The uniqueness and beautifulness of various Papua’s traditional motifs has now been transformed into Papua batik motifs. The various Papuan indigenous motifs are now represented into Papuan batik developed by local craftman. One of the batik artisan is Maria Pulanda, a housewife specializing in the development of traditional Papuan motifs, particularly Sentani’s motifs. To develop traditional batik, Sentani’s motifs in particular, Maria with her fellow artisan established a batik cooperative called KUB Dobonsolo.
Acoording to Maria, batik industry in Papua have developed since decade of 1980s. Unfortunately, the development of batik industry in Papua is considered slow. The slow development can be seen from the volume of production and number of artisan dealing with batik industry that are still very limited.
In Jayapura district, for example, based on the data from Ministry of lndustry and Trade of local goverment, there are currently around 10 Papuan batik craftmen. They produce batik by order only, otherwise, there is no production activities. It is due to many constraints they face, especially the lack of capital, human resource constraints, the limitation of management skills, and also the weak of entrepreneurial abilities.

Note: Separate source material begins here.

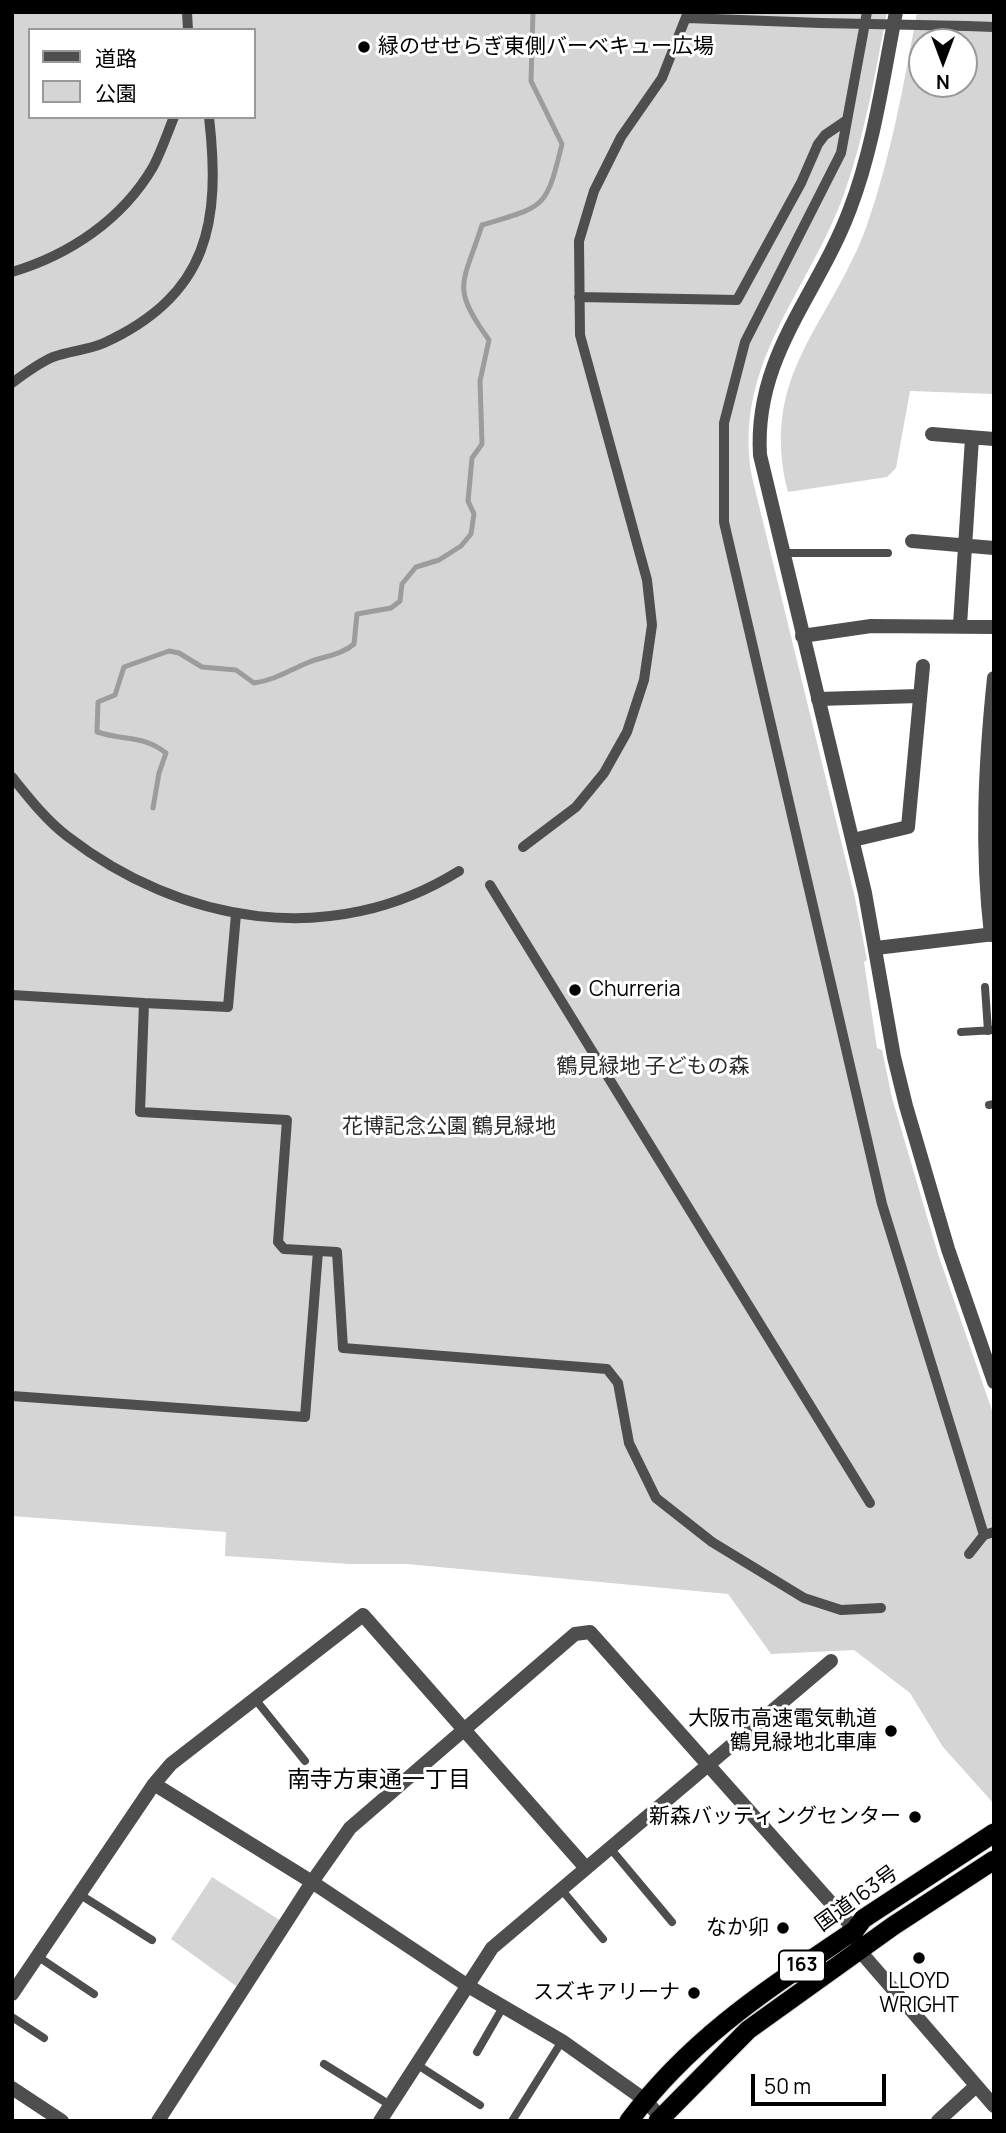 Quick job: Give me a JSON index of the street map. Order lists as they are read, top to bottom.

Actually, the monthly order to Papuan batik with Sentani’s motifs is quite significant in number. The orders usually come from local government, churches, and public. However, the limited production capacity to be the biggest obstacle faced by the batik industry in Papua at this moment. This is true due to the the high turnover rate of craftmen in Papuan batik industry so that the readiness of the craftmen when the order has to be served is questionably. On the other hand, it takes time to traine and produce skillfull craftmen.
From the demand side, the market opportunity for Papuan batik is widely open. Even, the provincial government of Papua has obligated the employee to use batik clothes two days a week. Unfortunately, the demand can not be met by local batik industry due to the existing various constraints as mentioned before. Finally, to meet the demand, the order are fulfilled by Java printing clothes with Papuan batik motifs.
MAde in indonesia In addition, the batik industry in Papua depends heavily on the supply of raw materials and other supporting materials from Java such as cloth (mori), canting, wax, dyes and others.
In fact, the use of natural dyes is still very limited. The use of natural dyes is not well developed due to market demand that prefers to use synthetic dyes. It is associated with high market demand in Papua batik cloth with bright and striking colors. These kind of collors can not be served by natural dyes which tends to produce soft collors.